▶ **TASK TO COMPLETE**
Filter the entries for the string "Goldbergstraße". Copy each line that has it.

Source data
※ ※ ※

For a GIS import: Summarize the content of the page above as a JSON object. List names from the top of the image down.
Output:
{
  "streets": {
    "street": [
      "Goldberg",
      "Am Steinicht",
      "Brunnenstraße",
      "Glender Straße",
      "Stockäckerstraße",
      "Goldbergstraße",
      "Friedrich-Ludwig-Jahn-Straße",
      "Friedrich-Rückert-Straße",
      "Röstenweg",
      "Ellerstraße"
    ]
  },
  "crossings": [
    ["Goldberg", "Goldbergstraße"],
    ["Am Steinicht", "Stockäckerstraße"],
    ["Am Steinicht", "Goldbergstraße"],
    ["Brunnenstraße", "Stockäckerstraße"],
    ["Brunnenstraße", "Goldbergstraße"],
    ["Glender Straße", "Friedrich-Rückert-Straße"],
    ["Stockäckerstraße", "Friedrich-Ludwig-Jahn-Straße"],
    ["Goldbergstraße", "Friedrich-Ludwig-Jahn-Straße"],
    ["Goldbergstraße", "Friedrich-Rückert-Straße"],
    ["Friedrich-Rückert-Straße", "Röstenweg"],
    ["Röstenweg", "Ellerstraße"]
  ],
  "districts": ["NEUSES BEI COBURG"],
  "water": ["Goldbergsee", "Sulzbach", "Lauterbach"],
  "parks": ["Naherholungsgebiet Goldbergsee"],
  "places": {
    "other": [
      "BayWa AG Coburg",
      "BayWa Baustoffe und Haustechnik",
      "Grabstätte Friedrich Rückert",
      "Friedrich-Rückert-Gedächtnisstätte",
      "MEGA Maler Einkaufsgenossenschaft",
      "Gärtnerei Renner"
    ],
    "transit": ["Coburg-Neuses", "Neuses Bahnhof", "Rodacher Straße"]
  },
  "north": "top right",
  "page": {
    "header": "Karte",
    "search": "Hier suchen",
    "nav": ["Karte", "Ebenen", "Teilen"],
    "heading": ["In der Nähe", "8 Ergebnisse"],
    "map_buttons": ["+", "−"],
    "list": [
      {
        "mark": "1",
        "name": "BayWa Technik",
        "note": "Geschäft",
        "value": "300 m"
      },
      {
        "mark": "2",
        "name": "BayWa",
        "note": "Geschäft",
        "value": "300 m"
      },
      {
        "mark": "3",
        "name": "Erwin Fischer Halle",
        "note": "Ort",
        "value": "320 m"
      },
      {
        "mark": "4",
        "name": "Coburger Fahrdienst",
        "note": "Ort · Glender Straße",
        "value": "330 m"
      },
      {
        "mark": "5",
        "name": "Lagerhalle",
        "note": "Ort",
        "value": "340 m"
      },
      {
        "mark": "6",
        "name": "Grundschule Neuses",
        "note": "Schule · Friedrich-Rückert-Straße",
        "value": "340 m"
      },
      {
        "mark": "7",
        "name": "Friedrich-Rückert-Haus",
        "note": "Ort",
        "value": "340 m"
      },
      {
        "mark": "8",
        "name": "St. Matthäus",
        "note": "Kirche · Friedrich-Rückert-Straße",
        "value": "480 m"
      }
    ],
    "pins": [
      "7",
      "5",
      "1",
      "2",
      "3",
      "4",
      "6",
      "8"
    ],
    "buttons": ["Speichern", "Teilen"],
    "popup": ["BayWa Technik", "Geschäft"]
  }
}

※ ※ ※

▶ **WRITTEN ANSWER**
      "Goldbergstraße",
    ["Goldberg", "Goldbergstraße"],
    ["Am Steinicht", "Goldbergstraße"],
    ["Brunnenstraße", "Goldbergstraße"],
    ["Goldbergstraße", "Friedrich-Ludwig-Jahn-Straße"],
    ["Goldbergstraße", "Friedrich-Rückert-Straße"],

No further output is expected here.